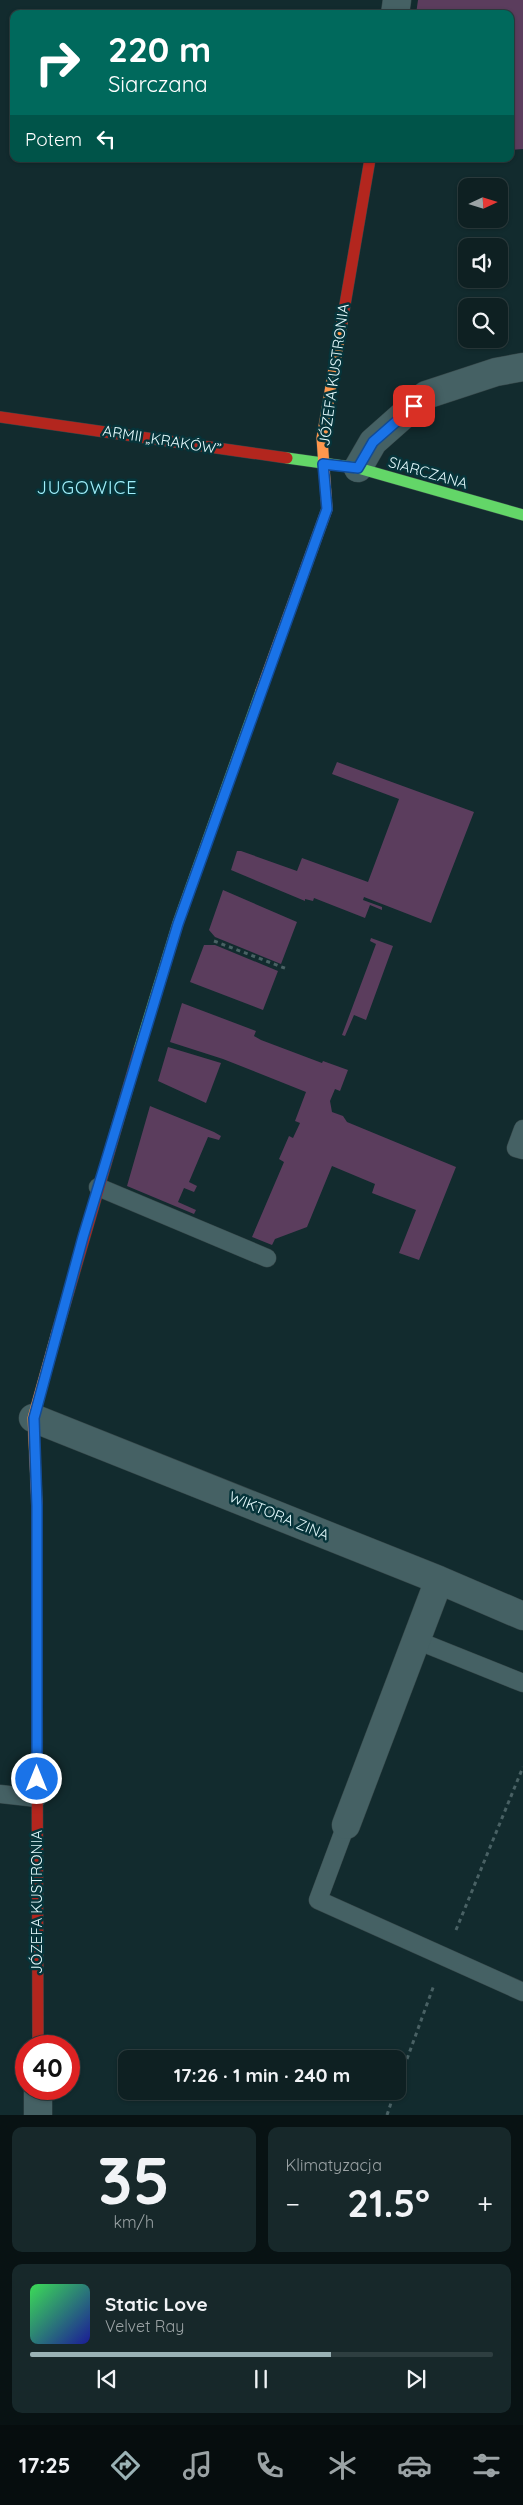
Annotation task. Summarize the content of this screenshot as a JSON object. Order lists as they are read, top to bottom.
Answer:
{
  "streets": {
    "street": [
      "JÓZEFA KUSTRONIA",
      "ARMII „KRAKÓW”",
      "SIARCZANA",
      "WIKTORA ZINA"
    ]
  },
  "crossings": [
    ["JÓZEFA KUSTRONIA", "ARMII „KRAKÓW”"],
    ["JÓZEFA KUSTRONIA", "SIARCZANA"],
    ["JÓZEFA KUSTRONIA", "WIKTORA ZINA"],
    ["ARMII „KRAKÓW”", "SIARCZANA"]
  ],
  "districts": ["JUGOWICE"],
  "north": "right",
  "page": {
    "turn": ["220 m", "Siarczana"],
    "then": "Potem",
    "limit": "40",
    "trip": "17:26 · 1 min · 240 m",
    "tile": [
      ["35", "km/h"],
      "Klimatyzacja"
    ],
    "heat": ["−", "21.5°", "+"],
    "song": ["Static Love", "Velvet Ray"],
    "tabs": "17:25"
  }
}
++++++
EXERCISE OBJECTIVE
Exact copy, no pictures: set down all the entries again as they stand.

SOLUTION BELOW
Annotation task. Summarize the content of this screenshot as a JSON object. Order lists as they are read, top to bottom.
Answer:
{
  "streets": {
    "street": [
      "JÓZEFA KUSTRONIA",
      "ARMII „KRAKÓW”",
      "SIARCZANA",
      "WIKTORA ZINA"
    ]
  },
  "crossings": [
    ["JÓZEFA KUSTRONIA", "ARMII „KRAKÓW”"],
    ["JÓZEFA KUSTRONIA", "SIARCZANA"],
    ["JÓZEFA KUSTRONIA", "WIKTORA ZINA"],
    ["ARMII „KRAKÓW”", "SIARCZANA"]
  ],
  "districts": ["JUGOWICE"],
  "north": "right",
  "page": {
    "turn": ["220 m", "Siarczana"],
    "then": "Potem",
    "limit": "40",
    "trip": "17:26 · 1 min · 240 m",
    "tile": [
      ["35", "km/h"],
      "Klimatyzacja"
    ],
    "heat": ["−", "21.5°", "+"],
    "song": ["Static Love", "Velvet Ray"],
    "tabs": "17:25"
  }
}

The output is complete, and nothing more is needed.